*** Begin section ***
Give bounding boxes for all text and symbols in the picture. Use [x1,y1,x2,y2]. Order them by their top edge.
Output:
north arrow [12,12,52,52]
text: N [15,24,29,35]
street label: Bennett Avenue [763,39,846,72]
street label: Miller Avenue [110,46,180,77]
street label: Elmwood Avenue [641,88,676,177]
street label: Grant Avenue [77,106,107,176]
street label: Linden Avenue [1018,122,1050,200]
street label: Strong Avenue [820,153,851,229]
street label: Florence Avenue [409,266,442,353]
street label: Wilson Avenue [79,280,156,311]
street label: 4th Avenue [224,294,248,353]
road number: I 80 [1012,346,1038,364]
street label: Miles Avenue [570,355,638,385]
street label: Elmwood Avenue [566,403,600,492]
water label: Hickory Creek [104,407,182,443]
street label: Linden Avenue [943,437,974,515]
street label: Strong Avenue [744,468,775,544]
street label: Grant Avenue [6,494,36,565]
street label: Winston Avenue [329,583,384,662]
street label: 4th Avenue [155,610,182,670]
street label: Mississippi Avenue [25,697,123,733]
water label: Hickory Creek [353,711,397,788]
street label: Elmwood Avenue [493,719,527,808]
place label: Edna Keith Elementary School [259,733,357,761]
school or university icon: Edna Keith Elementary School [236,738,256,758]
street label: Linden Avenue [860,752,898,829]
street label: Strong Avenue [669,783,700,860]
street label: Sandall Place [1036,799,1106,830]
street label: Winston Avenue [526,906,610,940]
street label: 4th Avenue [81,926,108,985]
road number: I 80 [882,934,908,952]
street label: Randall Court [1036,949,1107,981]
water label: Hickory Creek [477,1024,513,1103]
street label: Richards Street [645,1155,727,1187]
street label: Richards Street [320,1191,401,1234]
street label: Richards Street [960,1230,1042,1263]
*** End section ***
*** Begin section ***
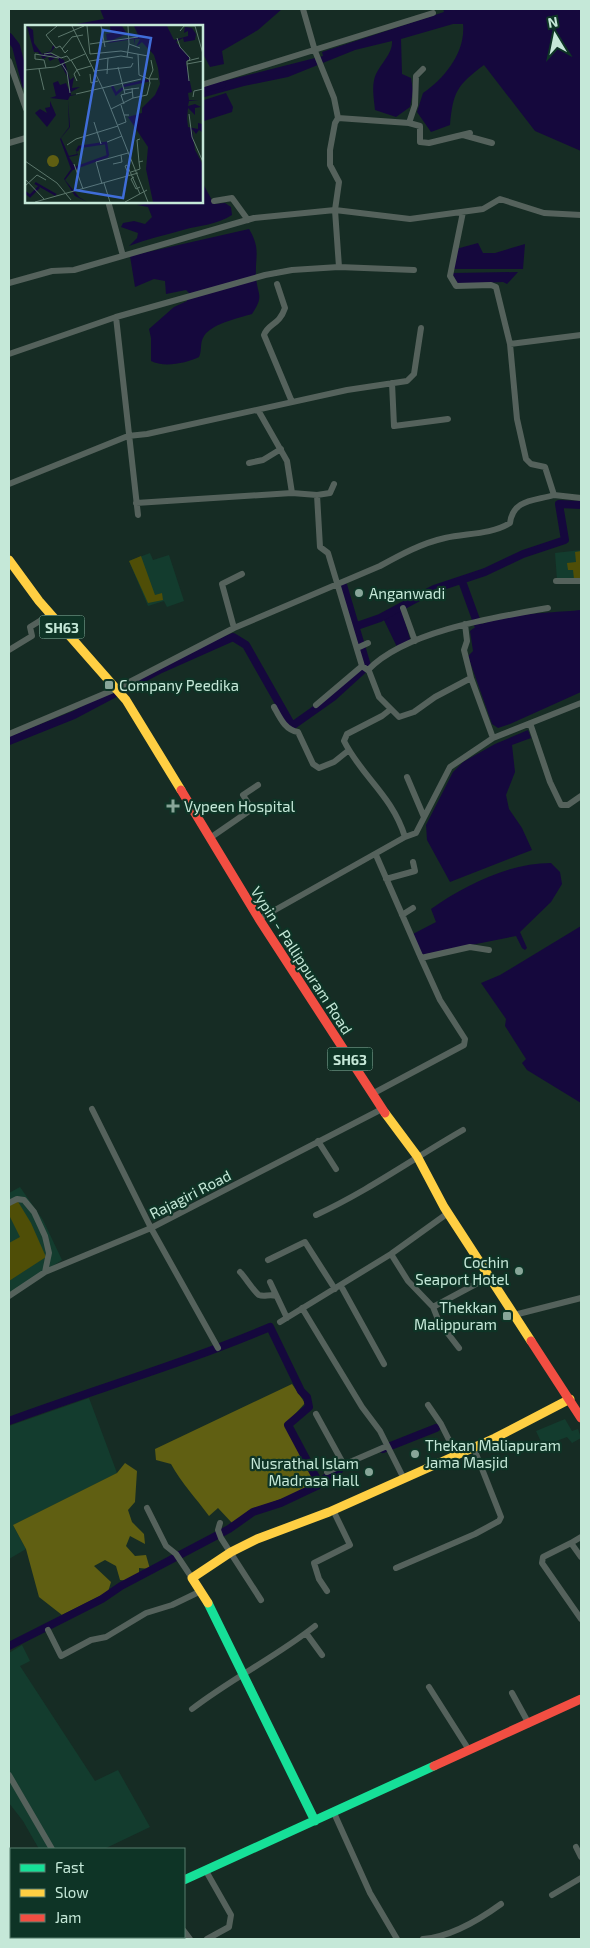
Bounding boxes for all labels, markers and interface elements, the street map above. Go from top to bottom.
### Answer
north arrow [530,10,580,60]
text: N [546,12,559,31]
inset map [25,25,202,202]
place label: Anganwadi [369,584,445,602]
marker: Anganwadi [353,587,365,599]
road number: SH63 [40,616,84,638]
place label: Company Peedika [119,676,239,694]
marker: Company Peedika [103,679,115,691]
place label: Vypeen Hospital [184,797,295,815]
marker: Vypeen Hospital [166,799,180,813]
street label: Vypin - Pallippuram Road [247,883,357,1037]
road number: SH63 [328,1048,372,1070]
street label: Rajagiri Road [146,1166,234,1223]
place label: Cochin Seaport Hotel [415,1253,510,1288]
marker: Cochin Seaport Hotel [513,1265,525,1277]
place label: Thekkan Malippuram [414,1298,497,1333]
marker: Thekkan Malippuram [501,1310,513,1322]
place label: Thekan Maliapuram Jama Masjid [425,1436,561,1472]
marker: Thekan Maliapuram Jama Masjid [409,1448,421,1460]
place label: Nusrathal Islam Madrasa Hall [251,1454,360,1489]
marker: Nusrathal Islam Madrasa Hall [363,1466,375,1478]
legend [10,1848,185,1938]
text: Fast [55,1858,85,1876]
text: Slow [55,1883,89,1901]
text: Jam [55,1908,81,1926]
*** End section ***
Work to complete: Filter the entries above and keep only the lines with the word "Richards".

Answer area:
street label: Richards Street [645,1155,727,1187]
street label: Richards Street [320,1191,401,1234]
street label: Richards Street [960,1230,1042,1263]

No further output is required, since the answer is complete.